Pregações sobre casamento devem ter foco em Jesus. Pregações sobre vida
sexual devem ter foco em Jesus. Pregações sobre arrependimento devem ter
foco em Jesus. Por isso, existe uma grande resistência em alguns
setores da Igreja a se pregar sobre o inferno, o diabo e os demônios. Em
grande parte, isso ocorre como reação à ênfase despropositada que
certas denominações dão à chamada “libertação”, em todas as suas
variáveis – “descarrego”, “batalha espiritual”, expulsão de demônios
etc. -, o que leva muitos a tomar uma postura contrária, eliminando
totalmente do púlpito mensagens que tenham a ver com as hostes
espirituais da maldade. Essa postura acaba se refletindo em todas as
esferas da vida cristã dos que assim procedem, como a rejeição por
livros que falem do assunto ou mesmo nas orações que fazem e nas músicas
que cantam. Por muito tempo compartilhei desse pensamento. Falar sobre
isso era como jogar uma barata dentro de uma refeição refinada num
restaurante chique. Mas tenho revisto essa posição. Hoje estou
convencido de que devemos sim pregar sobre o inferno e os perigos das
forças espirituais do mal – desde que as pregações sobre o assunto
tenham foco em Jesus.
A primeira razão que me fez rever essa posição foi a releitura do
Novo Testamento. Lendo as Escrituras e alguns bons livros descobri,
espantado, que Jesus de Nazaré falou mais nos Evangelhos sobre o inferno
do que sobre o Céu – sabia? Ou seja: o próprio Senhor abriu o
precedente. Afirmar que não se pode pregar sermões que tratem do mundo
espiritual maligno – com foco em Cristo, sempre – seria dizer que Jesus
não poderia ter falado o que falou. E repreender Deus é, no mínimo,
complicado. Se por um lado, o Senhor nos disse para não ficarmos
eufóricos com esse assunto (“Contudo, alegrem-se, não porque os espíritos se submetem a vocês, mas porque seus nomes estão escritos nos céus” – Lc 10.20), por outro nos instrui muitas vezes sobre ele (como em “Jesus
repreendeu o demônio; este saiu do menino [...] Então os discípulos
aproximaram-se de Jesus em particular e perguntaram: “Por que não
conseguimos expulsá-lo? “ Ele respondeu: [...] esta espécie só sai pela
oração e pelo jejum” - Mt 17.18-22).
Trabalho
como editor de livros cristãos. Meu último projeto – sobre o qual não
posso falar muito, por enquanto, por questões éticas – é uma obra de um
importante pastor presbiteriano brasileiro e chanceler de uma
universidades cristã. Tradicional. Histórico. E brilhante.
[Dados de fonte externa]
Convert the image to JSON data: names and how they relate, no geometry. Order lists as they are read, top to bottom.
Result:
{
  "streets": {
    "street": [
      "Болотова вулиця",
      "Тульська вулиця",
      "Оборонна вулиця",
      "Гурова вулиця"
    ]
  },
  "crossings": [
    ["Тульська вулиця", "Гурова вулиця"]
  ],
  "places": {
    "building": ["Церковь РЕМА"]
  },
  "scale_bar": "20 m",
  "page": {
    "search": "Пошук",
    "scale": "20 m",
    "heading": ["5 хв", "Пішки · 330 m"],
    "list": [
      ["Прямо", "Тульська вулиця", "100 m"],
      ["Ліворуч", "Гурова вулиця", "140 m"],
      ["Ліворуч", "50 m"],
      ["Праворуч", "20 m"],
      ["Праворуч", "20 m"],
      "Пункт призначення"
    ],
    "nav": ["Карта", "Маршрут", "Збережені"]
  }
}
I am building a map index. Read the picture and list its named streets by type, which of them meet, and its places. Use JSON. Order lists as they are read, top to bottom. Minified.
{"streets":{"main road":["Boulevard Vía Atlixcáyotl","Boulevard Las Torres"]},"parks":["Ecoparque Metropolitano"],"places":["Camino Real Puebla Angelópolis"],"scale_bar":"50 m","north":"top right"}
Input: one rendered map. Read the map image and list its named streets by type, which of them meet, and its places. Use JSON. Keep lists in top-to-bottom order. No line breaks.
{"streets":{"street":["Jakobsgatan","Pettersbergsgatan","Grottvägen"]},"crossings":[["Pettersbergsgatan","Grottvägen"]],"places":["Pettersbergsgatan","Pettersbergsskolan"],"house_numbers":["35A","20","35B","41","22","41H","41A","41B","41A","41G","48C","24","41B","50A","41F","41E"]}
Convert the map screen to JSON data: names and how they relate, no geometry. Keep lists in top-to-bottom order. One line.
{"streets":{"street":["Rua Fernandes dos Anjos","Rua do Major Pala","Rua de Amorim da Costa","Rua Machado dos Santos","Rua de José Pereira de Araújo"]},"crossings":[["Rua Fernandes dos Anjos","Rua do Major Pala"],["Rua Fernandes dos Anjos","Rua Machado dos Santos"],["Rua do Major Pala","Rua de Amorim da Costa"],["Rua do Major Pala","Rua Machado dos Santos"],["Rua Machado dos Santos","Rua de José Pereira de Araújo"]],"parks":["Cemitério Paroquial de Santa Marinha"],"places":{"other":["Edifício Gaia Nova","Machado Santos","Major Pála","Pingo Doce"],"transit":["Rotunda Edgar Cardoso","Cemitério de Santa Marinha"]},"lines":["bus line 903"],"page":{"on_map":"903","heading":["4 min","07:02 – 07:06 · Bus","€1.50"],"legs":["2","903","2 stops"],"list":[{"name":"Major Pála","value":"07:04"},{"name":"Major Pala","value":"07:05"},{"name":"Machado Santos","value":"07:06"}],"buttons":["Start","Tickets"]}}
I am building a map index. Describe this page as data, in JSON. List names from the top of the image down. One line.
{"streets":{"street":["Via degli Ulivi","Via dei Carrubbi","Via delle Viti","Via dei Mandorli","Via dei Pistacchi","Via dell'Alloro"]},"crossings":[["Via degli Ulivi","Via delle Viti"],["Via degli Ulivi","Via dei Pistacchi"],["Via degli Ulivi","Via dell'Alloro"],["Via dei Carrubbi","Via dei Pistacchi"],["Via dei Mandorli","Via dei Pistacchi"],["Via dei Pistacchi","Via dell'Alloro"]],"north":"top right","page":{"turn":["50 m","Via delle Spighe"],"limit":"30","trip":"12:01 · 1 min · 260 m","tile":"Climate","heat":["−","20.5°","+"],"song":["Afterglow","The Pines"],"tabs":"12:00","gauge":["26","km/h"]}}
Surpreendeu-me, portanto, quando li em seu texto o seguinte: “Alguém
já disse que pregar sobre o inferno não é um caminho muito bom para
levar pecadores ao arrependimento, porque, nesse caso, as pessoas se
converteriam por medo da perdição eterna. Pessoalmente, entendo que é
preferível que seja assim ao fato de o indivíduo não se converter de
maneira nenhuma. Se alguém se converteu porque tem medo de ir para o
inferno, isso é ótimo, mas se a conversão ocorreu por amor a Jesus é
melhor ainda. Não faz mal o crente se assustar com a realidade da
justiça divina”.
Cada vez mais tenho percebido a importância de alertar a Igreja, como fez o próprio apóstolo Pedro, de que “o diabo, vosso adversário, anda em derredor, como leão que ruge, procurando a quem possa tragar”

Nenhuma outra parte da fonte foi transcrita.